= WORK ORDER =
Report back every line of the entries that contains "hidden", exactly as written.

━━━━━━━━━━━━━━━━

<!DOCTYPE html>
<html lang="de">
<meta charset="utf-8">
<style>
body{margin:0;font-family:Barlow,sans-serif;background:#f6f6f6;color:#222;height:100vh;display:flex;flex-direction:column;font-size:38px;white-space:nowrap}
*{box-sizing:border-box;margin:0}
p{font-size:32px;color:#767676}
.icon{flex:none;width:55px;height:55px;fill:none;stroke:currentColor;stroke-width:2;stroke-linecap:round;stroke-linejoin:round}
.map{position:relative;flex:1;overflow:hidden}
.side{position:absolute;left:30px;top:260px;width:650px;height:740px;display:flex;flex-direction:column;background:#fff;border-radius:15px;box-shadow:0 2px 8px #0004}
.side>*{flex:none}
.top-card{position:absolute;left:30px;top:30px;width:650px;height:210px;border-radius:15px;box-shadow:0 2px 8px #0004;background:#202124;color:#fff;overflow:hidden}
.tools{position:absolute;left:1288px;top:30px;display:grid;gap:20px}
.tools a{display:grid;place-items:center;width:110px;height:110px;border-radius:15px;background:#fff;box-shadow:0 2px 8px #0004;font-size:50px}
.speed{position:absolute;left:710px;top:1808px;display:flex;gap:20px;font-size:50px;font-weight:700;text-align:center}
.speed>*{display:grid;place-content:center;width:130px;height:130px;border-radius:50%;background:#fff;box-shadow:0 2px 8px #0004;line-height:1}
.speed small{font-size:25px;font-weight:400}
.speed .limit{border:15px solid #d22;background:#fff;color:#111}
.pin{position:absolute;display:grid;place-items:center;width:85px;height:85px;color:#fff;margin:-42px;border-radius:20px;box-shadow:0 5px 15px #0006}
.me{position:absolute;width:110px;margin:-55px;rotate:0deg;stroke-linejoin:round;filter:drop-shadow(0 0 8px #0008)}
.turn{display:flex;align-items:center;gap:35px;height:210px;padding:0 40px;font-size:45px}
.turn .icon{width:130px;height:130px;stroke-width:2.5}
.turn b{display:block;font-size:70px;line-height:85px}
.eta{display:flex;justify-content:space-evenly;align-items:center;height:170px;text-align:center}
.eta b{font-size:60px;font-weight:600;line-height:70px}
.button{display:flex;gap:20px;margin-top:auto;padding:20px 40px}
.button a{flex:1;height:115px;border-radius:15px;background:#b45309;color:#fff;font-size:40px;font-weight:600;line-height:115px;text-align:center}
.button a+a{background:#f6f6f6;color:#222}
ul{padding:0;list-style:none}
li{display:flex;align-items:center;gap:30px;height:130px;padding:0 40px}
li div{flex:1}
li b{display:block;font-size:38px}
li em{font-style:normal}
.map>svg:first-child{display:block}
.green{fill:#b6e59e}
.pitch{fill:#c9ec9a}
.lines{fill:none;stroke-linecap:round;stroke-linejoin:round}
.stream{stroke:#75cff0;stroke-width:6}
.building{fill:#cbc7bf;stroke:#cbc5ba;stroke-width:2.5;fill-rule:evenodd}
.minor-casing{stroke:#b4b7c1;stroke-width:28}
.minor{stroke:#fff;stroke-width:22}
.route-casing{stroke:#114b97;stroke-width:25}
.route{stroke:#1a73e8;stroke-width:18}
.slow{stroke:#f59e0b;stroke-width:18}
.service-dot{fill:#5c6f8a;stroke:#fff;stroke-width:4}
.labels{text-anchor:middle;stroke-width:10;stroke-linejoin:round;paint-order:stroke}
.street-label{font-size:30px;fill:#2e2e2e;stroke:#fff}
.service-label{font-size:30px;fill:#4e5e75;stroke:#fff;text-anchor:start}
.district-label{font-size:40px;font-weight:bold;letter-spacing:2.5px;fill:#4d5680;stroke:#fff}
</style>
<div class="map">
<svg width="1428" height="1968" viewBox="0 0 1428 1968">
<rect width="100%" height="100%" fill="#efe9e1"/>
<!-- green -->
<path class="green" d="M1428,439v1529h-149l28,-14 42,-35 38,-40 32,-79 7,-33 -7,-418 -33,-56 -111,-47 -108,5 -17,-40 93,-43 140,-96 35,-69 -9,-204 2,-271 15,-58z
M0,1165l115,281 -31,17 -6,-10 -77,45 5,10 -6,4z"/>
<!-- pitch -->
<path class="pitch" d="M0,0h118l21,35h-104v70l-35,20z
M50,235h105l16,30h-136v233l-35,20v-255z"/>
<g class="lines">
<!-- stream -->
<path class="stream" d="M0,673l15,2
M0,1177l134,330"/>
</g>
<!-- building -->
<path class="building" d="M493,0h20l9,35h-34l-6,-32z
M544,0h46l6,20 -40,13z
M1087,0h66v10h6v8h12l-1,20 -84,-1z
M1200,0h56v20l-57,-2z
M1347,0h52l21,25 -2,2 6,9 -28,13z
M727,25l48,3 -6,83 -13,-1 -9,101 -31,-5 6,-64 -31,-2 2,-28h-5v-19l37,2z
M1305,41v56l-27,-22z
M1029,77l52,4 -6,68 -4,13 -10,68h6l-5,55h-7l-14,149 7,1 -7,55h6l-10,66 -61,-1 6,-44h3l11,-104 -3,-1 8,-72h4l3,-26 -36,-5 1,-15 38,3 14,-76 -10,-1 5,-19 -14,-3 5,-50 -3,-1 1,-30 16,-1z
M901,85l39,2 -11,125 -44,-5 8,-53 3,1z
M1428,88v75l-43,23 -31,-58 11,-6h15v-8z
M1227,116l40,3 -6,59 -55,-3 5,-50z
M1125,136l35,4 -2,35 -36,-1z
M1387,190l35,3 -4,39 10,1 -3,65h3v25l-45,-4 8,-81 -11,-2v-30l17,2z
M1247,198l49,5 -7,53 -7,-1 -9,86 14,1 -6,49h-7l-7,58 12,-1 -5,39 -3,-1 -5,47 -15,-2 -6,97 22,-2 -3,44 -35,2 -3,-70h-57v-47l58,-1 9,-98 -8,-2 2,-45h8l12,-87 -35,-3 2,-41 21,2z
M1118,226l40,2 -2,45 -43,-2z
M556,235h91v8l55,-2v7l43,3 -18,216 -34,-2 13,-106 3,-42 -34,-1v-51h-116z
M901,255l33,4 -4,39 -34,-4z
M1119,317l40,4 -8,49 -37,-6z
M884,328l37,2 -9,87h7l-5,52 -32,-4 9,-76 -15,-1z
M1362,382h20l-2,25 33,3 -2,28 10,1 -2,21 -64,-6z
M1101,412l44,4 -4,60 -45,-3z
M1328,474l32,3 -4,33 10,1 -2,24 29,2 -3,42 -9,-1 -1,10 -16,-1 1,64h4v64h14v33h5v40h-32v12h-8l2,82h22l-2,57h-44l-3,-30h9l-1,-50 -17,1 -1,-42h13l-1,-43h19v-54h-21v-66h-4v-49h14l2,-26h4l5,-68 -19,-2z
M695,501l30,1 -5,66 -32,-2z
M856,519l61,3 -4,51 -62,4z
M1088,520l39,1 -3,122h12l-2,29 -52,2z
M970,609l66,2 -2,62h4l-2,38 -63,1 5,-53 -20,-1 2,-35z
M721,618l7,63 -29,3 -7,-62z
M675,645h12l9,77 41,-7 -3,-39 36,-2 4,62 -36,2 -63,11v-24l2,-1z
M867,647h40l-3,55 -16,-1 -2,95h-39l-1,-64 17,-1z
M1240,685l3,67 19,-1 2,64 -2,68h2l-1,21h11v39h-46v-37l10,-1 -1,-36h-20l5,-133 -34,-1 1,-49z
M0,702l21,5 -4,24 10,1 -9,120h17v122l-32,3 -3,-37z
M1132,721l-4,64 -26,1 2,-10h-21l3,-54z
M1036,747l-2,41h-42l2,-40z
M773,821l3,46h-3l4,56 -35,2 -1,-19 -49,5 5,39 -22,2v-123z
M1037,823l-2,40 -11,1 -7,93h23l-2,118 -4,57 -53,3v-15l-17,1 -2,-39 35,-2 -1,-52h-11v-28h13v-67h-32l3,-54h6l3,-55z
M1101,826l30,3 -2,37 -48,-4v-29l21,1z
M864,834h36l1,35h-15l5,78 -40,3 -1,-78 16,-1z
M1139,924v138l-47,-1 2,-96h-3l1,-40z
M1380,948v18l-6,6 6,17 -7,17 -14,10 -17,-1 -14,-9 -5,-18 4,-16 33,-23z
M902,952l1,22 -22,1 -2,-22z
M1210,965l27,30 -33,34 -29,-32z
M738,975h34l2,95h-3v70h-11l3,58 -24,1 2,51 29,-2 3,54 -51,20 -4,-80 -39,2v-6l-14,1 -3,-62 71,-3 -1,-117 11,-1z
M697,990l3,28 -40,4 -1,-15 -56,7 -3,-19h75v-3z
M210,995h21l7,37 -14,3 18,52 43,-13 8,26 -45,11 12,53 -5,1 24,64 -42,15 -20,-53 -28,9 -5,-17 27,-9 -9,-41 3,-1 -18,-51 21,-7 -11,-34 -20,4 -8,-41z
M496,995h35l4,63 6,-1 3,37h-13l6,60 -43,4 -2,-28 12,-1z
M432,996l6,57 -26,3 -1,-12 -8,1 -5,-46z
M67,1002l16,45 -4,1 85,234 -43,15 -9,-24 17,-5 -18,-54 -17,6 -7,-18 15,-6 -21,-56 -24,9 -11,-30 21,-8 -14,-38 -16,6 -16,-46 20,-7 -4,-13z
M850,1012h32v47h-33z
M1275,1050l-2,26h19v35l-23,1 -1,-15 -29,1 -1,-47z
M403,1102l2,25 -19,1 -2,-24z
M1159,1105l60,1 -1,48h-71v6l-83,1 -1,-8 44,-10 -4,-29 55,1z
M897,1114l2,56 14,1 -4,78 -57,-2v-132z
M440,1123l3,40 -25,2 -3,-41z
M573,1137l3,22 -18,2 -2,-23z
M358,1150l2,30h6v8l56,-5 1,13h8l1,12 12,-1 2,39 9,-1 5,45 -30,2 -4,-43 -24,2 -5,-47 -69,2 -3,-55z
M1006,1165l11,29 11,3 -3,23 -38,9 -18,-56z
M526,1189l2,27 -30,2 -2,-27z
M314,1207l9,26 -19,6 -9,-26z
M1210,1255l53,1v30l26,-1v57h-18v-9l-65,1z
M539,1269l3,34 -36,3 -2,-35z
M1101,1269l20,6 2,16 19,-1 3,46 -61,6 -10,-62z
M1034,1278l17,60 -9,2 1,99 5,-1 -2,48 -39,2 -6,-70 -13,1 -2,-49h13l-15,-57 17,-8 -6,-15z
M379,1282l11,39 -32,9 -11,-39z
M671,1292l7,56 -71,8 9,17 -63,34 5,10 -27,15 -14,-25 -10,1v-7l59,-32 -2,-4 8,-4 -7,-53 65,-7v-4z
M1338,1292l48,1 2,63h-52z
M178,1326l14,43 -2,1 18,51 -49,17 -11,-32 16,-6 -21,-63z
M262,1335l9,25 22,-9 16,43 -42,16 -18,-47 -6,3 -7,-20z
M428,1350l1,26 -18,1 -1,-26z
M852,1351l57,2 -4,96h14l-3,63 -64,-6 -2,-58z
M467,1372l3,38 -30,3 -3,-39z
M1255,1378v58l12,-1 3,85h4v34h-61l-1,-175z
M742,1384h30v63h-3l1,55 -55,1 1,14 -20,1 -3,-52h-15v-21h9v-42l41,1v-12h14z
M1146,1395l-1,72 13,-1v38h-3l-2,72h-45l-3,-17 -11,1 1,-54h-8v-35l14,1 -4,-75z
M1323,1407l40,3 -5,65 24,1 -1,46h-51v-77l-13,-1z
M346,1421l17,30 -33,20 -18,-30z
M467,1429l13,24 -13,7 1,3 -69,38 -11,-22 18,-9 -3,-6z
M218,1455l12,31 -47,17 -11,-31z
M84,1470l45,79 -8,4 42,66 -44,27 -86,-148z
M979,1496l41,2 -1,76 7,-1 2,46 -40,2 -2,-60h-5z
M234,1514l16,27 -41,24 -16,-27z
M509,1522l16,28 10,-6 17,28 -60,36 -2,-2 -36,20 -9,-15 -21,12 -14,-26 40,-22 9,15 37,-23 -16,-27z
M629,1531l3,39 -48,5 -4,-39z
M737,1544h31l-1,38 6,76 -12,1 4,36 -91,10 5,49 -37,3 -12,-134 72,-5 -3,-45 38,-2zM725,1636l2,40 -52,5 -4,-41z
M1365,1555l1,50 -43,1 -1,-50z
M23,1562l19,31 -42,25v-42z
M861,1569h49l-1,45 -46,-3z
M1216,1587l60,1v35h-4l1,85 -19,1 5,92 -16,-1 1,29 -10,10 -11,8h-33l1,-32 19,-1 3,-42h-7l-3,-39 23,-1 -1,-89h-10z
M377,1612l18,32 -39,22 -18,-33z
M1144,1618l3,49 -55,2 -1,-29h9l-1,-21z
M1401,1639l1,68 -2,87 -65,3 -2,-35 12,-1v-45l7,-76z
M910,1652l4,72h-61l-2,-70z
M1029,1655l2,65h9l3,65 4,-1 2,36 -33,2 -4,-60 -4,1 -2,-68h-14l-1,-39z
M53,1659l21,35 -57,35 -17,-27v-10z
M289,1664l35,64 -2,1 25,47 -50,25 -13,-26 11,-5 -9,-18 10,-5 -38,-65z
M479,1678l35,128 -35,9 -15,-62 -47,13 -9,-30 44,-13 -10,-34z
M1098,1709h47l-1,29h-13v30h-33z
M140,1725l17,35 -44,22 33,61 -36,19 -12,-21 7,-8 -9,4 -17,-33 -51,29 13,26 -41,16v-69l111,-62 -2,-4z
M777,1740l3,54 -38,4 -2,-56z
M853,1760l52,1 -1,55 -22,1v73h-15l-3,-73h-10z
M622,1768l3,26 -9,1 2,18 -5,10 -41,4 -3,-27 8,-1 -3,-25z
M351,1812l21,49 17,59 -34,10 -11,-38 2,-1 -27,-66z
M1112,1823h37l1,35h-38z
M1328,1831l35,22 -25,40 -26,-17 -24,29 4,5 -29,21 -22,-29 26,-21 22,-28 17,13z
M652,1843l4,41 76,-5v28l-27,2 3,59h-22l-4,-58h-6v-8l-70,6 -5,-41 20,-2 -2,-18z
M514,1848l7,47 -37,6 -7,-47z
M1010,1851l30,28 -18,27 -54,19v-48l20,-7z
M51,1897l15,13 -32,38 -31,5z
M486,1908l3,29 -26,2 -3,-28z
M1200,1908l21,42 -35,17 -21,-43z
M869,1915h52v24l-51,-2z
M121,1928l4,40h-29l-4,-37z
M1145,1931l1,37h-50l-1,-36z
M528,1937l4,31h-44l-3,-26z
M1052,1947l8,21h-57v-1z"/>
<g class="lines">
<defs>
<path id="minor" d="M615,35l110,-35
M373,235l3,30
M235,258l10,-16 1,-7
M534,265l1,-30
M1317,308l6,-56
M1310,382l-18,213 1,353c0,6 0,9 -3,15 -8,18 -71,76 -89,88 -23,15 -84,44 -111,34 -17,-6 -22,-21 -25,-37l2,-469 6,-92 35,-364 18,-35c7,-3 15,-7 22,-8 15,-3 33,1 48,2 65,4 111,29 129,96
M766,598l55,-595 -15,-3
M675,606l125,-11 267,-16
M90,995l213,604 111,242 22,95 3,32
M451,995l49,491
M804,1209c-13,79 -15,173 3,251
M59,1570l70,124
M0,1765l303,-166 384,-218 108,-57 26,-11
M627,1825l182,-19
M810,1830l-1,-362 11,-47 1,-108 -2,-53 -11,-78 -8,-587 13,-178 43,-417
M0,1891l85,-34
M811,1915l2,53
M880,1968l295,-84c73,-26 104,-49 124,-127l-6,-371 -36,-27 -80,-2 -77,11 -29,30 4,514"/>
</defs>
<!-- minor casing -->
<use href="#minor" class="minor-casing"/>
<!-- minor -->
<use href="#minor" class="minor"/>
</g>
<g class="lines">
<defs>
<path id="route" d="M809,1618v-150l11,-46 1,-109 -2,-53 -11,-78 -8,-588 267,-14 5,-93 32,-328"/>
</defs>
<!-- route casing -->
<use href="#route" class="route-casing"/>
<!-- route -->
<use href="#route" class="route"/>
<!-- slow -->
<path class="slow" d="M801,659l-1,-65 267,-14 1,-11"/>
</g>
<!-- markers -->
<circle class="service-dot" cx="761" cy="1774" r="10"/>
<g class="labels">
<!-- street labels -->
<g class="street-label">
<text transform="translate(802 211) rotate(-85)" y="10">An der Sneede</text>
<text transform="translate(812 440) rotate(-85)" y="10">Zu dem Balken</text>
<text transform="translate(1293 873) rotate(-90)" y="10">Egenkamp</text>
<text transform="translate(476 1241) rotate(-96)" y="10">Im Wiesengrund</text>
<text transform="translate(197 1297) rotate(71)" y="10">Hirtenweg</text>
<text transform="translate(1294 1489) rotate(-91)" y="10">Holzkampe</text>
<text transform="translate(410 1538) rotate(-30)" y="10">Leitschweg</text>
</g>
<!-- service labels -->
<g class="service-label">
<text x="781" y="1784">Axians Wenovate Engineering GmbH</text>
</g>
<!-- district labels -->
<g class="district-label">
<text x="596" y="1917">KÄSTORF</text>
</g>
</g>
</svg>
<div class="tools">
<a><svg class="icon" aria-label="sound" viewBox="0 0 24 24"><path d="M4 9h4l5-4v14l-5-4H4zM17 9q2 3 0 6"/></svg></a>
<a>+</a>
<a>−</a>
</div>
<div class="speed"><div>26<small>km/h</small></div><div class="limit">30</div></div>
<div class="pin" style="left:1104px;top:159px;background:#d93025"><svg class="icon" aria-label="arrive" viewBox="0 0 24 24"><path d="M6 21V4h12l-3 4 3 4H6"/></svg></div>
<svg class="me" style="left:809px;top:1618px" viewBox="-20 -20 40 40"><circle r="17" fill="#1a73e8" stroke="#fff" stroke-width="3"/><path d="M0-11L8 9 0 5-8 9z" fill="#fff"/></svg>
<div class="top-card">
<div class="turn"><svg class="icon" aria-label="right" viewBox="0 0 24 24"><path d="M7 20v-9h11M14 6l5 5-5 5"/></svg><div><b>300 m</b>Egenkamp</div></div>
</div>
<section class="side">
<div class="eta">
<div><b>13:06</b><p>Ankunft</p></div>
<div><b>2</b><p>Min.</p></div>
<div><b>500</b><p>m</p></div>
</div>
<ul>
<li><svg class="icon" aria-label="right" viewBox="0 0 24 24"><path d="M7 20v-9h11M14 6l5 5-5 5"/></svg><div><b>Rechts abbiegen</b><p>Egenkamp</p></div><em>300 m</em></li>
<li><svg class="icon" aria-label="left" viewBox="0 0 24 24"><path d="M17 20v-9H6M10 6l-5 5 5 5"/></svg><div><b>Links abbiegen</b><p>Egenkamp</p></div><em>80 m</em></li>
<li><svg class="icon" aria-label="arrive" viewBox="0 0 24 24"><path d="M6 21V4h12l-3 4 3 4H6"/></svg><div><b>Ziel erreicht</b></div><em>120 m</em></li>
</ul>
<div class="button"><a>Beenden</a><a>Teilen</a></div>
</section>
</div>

━━━━━━━━━━━━━━━━

= YOUR SOLUTION =
.map{position:relative;flex:1;overflow:hidden}
.top-card{position:absolute;left:30px;top:30px;width:650px;height:210px;border-radius:15px;box-shadow:0 2px 8px #0004;background:#202124;color:#fff;overflow:hidden}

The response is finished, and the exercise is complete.